The presence of interface recombination in a complex multilayered thin-film solar structure causes a disparity between the internal open-circuit voltage (VOC,in), measured by photoluminescence, and the external open-circuit voltage (VOC,ex) i.e. an additional VOC deficit. Higher VOC,ex value aim require a comprehensive understanding of connection between VOC deficit and interface recombination. Here, a deep near-surface defect model at the absorber/buffer interface is developed for copper indium di-selenide solar cells grown under Cu excess conditions to explain the disparity between VOC,in and VOC,ex.. The model is based on experimental analysis of admittance spectroscopy and deep-level transient spectroscopy, which show the signature of deep acceptor defect.
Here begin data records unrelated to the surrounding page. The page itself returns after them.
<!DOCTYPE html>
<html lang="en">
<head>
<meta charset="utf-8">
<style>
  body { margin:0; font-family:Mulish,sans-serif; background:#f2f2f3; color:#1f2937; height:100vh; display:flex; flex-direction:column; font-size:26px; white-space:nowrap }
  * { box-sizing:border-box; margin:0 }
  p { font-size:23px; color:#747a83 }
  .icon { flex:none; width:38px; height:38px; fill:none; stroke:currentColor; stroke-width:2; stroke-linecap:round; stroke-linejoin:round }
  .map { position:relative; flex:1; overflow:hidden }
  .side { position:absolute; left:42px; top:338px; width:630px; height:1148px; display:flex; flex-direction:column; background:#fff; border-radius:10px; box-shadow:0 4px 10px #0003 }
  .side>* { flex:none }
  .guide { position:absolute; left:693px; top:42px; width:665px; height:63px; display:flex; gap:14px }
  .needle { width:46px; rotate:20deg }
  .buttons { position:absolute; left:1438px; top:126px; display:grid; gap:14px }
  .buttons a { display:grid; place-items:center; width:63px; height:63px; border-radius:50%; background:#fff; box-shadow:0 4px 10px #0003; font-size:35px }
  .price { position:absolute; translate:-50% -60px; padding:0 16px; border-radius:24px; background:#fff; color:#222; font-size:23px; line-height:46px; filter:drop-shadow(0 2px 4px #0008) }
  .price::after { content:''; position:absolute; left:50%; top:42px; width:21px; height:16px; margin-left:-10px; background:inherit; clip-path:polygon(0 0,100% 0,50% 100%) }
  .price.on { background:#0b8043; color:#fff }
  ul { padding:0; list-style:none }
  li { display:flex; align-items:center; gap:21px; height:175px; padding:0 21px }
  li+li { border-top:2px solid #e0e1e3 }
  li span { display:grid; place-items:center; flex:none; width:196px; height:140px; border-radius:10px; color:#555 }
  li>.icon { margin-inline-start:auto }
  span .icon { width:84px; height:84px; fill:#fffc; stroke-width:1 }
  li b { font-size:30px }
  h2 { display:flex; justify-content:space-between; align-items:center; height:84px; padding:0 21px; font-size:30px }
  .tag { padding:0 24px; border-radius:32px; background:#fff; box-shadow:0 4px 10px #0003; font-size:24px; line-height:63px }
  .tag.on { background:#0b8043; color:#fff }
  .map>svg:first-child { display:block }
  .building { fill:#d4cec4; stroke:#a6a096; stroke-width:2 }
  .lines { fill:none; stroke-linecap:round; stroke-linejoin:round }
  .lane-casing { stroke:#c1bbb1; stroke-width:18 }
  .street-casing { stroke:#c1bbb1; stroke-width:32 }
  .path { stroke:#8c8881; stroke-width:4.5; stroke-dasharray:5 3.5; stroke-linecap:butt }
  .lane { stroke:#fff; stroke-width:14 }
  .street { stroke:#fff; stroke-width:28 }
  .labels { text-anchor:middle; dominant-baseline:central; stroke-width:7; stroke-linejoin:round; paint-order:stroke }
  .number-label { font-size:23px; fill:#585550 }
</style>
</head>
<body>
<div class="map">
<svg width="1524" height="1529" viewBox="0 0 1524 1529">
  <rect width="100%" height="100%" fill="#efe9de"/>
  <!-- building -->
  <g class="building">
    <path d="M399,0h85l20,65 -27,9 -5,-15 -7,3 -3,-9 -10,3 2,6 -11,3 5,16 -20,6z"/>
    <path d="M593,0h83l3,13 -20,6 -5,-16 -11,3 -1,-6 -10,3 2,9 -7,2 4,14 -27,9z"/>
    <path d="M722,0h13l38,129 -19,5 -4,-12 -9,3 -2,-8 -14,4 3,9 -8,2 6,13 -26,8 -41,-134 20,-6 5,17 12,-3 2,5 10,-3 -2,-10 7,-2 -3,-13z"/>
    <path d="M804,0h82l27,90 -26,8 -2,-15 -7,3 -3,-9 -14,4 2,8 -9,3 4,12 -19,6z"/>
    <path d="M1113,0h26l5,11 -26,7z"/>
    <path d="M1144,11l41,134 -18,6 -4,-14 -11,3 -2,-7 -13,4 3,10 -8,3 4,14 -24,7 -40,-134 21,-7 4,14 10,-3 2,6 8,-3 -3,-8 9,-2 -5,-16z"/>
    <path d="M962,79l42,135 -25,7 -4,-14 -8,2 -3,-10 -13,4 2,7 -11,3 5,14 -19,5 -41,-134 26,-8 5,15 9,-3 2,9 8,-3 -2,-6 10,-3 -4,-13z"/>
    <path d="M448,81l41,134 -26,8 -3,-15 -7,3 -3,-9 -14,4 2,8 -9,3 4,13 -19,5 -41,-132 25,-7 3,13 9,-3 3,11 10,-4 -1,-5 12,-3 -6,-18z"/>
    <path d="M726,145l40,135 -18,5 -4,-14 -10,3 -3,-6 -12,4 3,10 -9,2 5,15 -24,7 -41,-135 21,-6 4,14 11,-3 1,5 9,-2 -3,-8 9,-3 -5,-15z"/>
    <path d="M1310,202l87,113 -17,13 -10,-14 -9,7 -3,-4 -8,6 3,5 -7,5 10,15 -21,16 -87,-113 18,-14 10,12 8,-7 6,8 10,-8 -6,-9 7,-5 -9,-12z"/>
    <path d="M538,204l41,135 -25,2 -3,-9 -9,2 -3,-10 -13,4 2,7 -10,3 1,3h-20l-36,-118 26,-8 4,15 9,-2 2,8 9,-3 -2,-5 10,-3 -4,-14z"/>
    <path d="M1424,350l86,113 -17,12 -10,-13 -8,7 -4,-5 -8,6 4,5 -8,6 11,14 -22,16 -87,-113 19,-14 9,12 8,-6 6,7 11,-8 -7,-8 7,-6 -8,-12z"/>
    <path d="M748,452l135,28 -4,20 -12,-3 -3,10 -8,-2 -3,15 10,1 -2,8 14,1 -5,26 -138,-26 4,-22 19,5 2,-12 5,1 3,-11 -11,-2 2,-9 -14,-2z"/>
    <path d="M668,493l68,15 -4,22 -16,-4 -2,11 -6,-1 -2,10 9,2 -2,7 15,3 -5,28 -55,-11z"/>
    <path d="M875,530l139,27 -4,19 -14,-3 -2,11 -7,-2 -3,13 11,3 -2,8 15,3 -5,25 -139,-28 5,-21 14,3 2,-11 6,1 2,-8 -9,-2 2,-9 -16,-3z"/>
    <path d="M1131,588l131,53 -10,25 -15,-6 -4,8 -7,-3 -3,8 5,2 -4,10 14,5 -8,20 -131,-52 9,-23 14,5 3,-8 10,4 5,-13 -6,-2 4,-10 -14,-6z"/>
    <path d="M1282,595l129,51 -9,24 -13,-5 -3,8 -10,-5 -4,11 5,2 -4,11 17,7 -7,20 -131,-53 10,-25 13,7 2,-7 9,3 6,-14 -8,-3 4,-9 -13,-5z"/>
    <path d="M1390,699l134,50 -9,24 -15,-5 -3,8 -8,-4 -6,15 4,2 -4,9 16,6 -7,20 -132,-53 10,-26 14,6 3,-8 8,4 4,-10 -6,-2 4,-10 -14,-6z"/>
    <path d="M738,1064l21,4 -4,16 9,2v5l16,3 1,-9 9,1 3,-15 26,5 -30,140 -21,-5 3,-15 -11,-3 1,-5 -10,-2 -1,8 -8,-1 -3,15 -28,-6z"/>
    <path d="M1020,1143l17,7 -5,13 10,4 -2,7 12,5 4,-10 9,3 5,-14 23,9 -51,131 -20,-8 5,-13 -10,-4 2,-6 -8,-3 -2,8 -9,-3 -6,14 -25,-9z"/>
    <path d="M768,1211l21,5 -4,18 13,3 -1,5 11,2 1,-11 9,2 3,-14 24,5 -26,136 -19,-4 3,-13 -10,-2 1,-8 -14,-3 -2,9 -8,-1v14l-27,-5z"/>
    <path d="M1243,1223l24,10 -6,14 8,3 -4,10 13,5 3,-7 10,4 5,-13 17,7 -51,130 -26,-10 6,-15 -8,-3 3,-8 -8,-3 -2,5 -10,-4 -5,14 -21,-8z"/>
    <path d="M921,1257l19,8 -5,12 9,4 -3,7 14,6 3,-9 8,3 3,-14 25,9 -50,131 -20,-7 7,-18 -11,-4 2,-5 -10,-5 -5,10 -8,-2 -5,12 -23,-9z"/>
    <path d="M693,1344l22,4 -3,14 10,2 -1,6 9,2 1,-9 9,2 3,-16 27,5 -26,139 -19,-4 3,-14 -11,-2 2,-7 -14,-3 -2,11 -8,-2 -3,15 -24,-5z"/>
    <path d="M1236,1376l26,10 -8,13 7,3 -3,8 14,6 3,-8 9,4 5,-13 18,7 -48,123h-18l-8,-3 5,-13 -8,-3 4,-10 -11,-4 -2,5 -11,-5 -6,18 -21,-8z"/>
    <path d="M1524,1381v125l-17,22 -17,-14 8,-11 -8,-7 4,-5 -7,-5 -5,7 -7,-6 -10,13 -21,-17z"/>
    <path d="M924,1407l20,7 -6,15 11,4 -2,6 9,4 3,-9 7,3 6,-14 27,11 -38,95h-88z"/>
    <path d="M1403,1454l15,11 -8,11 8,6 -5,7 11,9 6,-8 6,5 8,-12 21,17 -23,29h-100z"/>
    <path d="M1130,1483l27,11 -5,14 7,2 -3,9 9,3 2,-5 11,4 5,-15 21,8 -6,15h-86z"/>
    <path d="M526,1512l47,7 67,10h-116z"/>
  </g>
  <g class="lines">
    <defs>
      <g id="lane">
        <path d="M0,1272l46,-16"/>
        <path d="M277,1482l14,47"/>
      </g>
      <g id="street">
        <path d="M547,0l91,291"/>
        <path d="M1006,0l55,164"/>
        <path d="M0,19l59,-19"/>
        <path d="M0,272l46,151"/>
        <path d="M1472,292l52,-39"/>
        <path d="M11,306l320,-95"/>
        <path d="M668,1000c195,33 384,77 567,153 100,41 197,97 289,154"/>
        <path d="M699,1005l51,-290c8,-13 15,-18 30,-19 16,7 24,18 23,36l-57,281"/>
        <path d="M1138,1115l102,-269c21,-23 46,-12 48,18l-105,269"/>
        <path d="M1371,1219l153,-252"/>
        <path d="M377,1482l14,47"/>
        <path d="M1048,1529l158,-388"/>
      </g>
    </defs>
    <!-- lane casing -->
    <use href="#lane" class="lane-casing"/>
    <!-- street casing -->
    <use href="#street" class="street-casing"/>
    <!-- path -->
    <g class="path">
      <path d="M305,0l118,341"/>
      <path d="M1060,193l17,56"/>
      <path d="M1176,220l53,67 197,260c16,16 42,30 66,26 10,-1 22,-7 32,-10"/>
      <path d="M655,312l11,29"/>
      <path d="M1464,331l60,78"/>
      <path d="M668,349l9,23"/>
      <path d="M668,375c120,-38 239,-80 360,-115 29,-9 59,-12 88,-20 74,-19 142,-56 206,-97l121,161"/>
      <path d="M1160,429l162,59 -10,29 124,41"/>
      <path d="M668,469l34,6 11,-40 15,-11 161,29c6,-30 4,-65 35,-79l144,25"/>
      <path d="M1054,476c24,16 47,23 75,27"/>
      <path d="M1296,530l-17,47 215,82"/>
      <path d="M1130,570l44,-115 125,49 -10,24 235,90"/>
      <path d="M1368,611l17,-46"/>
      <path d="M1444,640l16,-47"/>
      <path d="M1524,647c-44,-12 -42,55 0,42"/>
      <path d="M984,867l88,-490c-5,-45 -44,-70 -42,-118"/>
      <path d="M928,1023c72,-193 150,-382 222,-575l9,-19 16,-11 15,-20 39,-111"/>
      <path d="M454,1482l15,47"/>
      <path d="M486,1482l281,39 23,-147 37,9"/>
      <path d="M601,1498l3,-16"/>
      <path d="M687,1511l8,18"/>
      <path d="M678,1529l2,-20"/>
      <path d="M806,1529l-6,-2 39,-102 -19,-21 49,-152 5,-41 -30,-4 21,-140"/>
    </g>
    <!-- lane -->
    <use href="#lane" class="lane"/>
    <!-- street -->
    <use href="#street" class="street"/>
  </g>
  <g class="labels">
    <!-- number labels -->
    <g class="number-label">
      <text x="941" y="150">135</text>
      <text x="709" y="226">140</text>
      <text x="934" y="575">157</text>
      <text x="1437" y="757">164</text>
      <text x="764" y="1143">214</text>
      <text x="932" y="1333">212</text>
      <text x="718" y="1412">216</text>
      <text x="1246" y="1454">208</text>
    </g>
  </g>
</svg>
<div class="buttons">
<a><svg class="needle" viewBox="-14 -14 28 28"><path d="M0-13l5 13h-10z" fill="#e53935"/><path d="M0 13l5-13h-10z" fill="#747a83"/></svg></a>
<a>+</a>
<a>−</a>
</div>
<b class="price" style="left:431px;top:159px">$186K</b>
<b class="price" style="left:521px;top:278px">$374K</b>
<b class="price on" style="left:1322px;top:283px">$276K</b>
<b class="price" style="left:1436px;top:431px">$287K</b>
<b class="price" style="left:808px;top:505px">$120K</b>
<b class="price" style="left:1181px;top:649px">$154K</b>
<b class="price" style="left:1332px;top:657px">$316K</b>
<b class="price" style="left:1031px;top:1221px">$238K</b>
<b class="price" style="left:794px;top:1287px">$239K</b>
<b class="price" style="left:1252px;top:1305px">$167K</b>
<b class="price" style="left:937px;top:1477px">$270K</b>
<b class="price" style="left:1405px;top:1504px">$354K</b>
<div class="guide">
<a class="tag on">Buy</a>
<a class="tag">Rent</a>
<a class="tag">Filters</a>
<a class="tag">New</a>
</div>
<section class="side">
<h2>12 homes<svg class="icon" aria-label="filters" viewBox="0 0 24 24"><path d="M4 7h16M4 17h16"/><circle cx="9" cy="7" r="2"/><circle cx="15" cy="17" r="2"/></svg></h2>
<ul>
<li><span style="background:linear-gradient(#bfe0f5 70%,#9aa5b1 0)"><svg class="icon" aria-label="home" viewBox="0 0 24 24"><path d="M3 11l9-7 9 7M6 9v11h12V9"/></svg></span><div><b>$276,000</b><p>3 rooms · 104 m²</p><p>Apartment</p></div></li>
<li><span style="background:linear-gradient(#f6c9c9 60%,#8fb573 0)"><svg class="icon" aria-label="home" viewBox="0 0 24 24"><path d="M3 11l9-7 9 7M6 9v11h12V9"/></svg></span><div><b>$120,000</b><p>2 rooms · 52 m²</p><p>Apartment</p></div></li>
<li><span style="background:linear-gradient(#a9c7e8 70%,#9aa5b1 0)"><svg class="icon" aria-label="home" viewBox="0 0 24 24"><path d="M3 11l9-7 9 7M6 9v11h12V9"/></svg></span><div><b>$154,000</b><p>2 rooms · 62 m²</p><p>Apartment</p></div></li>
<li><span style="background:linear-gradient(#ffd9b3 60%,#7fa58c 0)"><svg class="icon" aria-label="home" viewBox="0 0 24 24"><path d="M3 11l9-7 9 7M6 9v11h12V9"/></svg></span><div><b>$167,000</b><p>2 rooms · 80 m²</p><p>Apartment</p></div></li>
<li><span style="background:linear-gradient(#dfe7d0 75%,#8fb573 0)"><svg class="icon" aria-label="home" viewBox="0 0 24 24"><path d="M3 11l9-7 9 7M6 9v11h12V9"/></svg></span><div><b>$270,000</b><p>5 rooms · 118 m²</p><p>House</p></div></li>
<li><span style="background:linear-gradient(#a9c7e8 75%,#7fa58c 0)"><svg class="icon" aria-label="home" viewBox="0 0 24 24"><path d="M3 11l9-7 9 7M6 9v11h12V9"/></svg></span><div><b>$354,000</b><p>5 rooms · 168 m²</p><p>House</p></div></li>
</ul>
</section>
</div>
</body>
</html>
Further, temperature-dependent current-voltage measurements confirm the presence of near surface defects as the cause of interface recombination. The numerical simulations show strong decrease in the local VOC,in near the absorber/buffer interface leading to a VOC deficit in the device. This loss mechanism leads to interface recombination without a reduced interface bandgap or Fermi level pinning. Further, these findings demonstrate that the VOC,in measurements alone can be inconclusive and might conceal the information on interface recombination pathways, establishing the need for complementary techniques like temperature dependent current voltage measurements to identify the cause of interface recombination in the devices.
There is evidence that interface recombination in Cu2ZnSnS4 solar cells contributes to the open-circuit voltage deficit. Our hybrid density functional theory calculations suggest that electron-hole recombination at the Cu2ZnSnS4/CdS interface is caused by a deeper conduction band that slows electron extraction. In contrast, the bandgap is not narrowed for the Cu2ZnSnSe4/CdS interface, consistent with a lower open-circuit voltage deficit.